Home » Contra Costa County Supervisors Hear Annual Report On County Homelessness

Contra Costa County Supervisors Hear Annual Report On County Homelessness


Workers need to earn $41.77 an hour to afford a two-bedroom apartment in Contra Costa County, Contra Costa Health officials told the county Board of Supervisors on Tuesday in the agency’s annual report on county homelessness.

“I actually got some updated information yesterday, so it didn’t make it in here and it’s actually increased to almost $44 an hour, so it’s even more dire than what we have up on the screen,” Christy Saxton, director of health, housing and homeless services for CCH, told the board.

“That equates to three full-time minimum wage jobs. That’s a lot of work in order to afford a two-bedroom apartment in Contra Costa.”

Saxton said in neighboring Solano County, workers need about $33 an hour to afford a two-bedroom apartment.


“It shows that disparity of what we’re dealing with here in Contra Costa,” Saxton said. “That cost of housing is one of the single biggest factors in the rate of homelessness across the country, not just for Contra Costa, but across the country.”

The report said the cost of housing is the biggest factor in the county’s levels of homelessness, which 2,372 people were experiencing during the county’s 2023 annual point in time count of people without housing.

The number of homeless people in the county is likely closer to 10,000, county officials said, due to the count being over one two- to three-hour period earlier this year that took place not long after one of last winter’s severe storms forced many people to flee encampments.

“That’s just who we happened to count that day,” said Supervisor Candace Andersen. “And as you go further down in your presentation, the community is going to see that we have served through a continuum of (health) care, over 10,000 individuals who are homeless.”
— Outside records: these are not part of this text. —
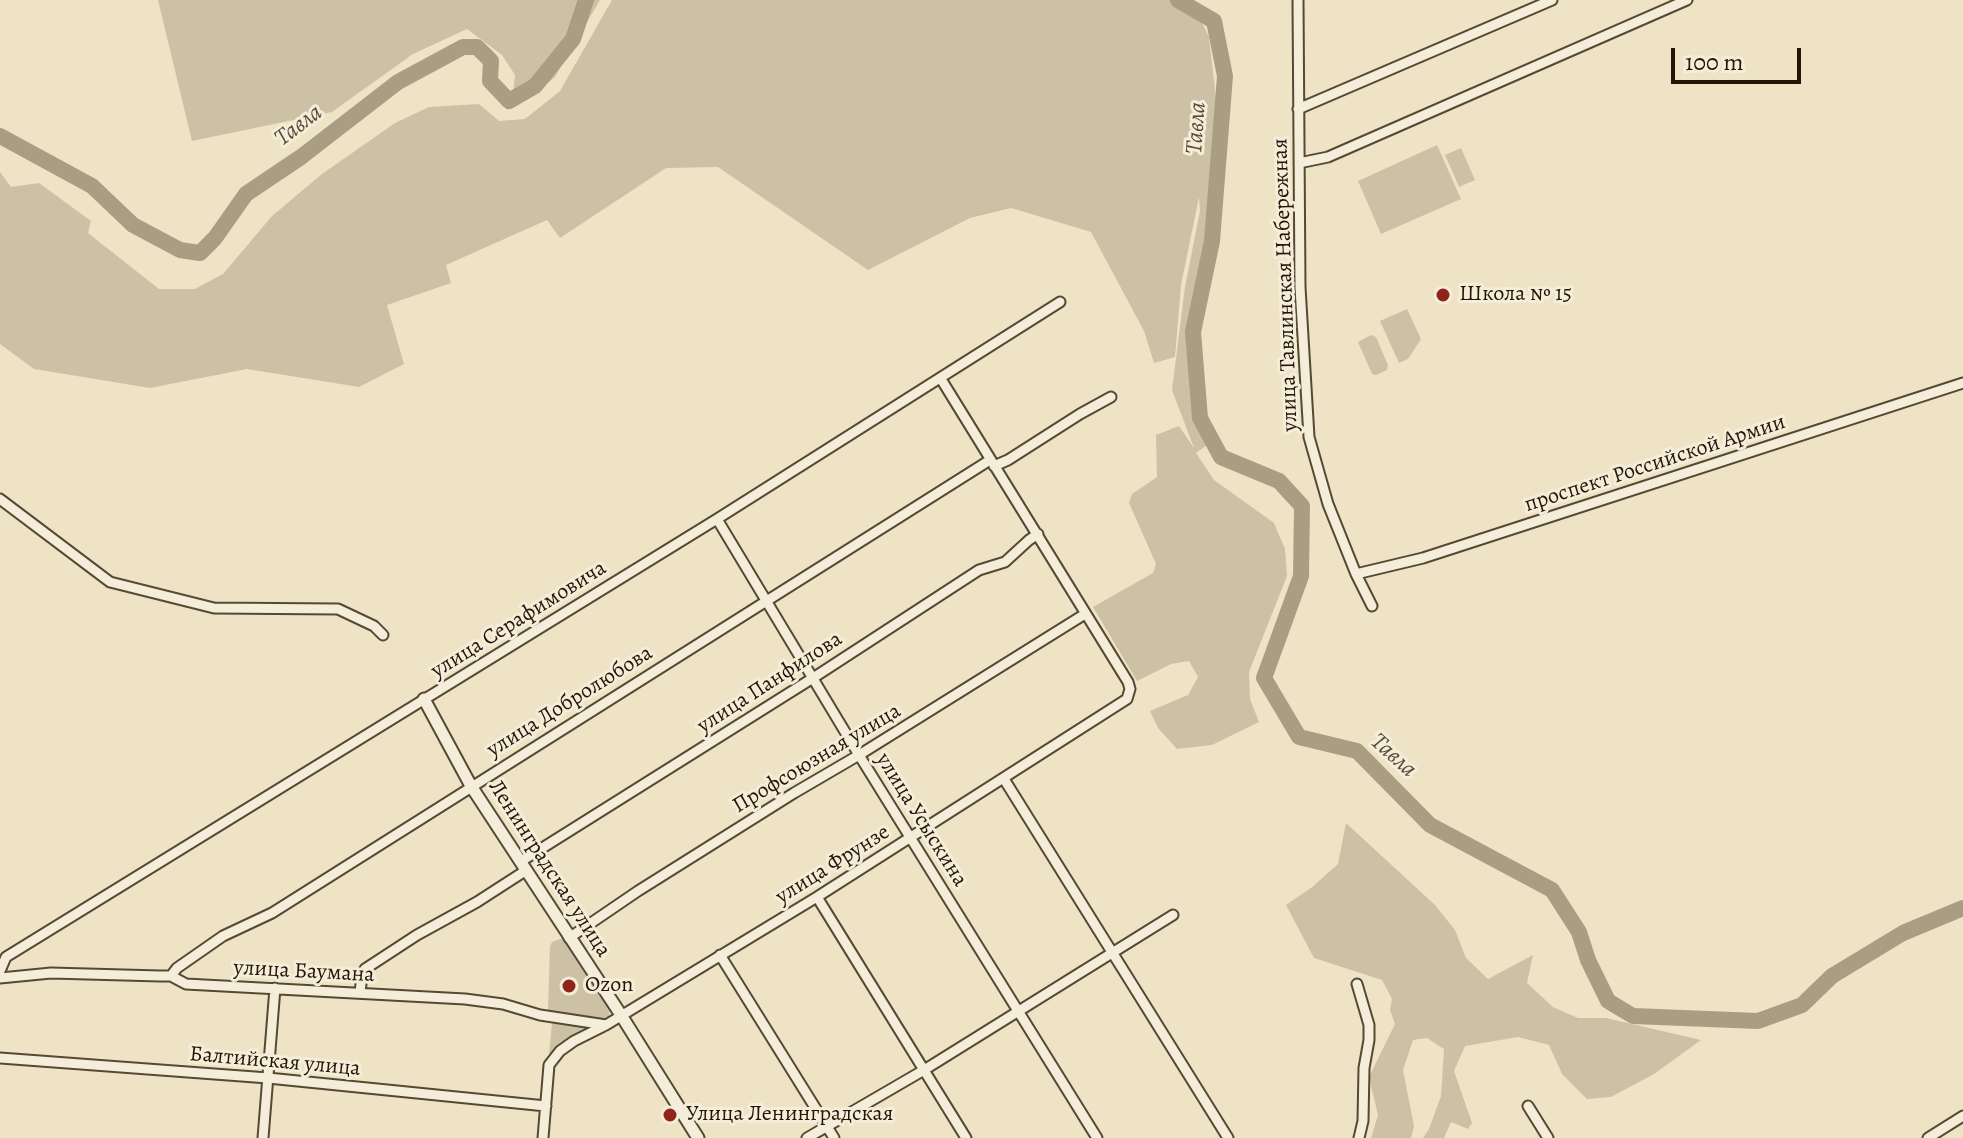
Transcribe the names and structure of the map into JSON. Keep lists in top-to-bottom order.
{
  "streets": {
    "street": [
      "улица Тавлинская Набережная",
      "проспект Российской Армии",
      "улица Серафимовича",
      "улица Панфилова",
      "улица Добролюбова",
      "Профсоюзная улица",
      "улица Усыскина",
      "улица Фрунзе",
      "Ленинградская улица",
      "улица Баумана",
      "Балтийская улица"
    ]
  },
  "crossings": [
    ["улица Тавлинская Набережная", "проспект Российской Армии"],
    ["улица Серафимовича", "улица Усыскина"],
    ["улица Серафимовича", "Ленинградская улица"],
    ["улица Панфилова", "улица Усыскина"],
    ["улица Панфилова", "Ленинградская улица"],
    ["улица Панфилова", "улица Баумана"],
    ["улица Добролюбова", "улица Усыскина"],
    ["улица Добролюбова", "Ленинградская улица"],
    ["улица Добролюбова", "улица Баумана"],
    ["Профсоюзная улица", "улица Усыскина"],
    ["Профсоюзная улица", "улица Фрунзе"],
    ["Профсоюзная улица", "Ленинградская улица"],
    ["улица Усыскина", "улица Фрунзе"],
    ["улица Фрунзе", "Ленинградская улица"],
    ["улица Фрунзе", "улица Баумана"],
    ["улица Фрунзе", "Балтийская улица"]
  ],
  "water": ["Тавла"],
  "places": ["Школа № 15", "Ozon", "Улица Ленинградская"],
  "scale_bar": "100 m"
}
The report also said 30 percent of 5,849 households in “crisis response” in 2022 exited to temporary or permanent housing and 87 percent of 1,169 households using prevention services retained or exited into permanent housing, a number Saxton said showed the county does well in finding housing for those in need.

The report said 1,632 individuals had 7,559 total health care visits, whether they were going to county health facilities or workers were coming to them. It also said 96 percent of 1,116 households served in county permanent housing programs retained their housing.

Overall, Contra Costa Health served 19,136 individuals in 2022 from 10,600 households.


WC---Creeker November 8, 2023 - 8:09 AM - 8:09 AM

I don’t buy that the cost of housing is why someone decides to live on the street. I think the cause of a high percentage homelessness is the ability for people, that want to, to live on the street, find enough hand outs and live without any rules. If I had a job and couldn’t afford to live in the area, I would move. I wouldn’t just go live under a bridge.

Roz November 8, 2023 - 8:50 AM - 8:50 AM

Some folks are on Disability due to mental or physical issues. Their income may not even allow them to even rent a room in a shared rental. Yes, there are the ones looking for handouts and don’t want to be following the rules and they may have drug & alcohol addictions. But I feel you have overlooked the whole picture of all the issues of homeless on the streets.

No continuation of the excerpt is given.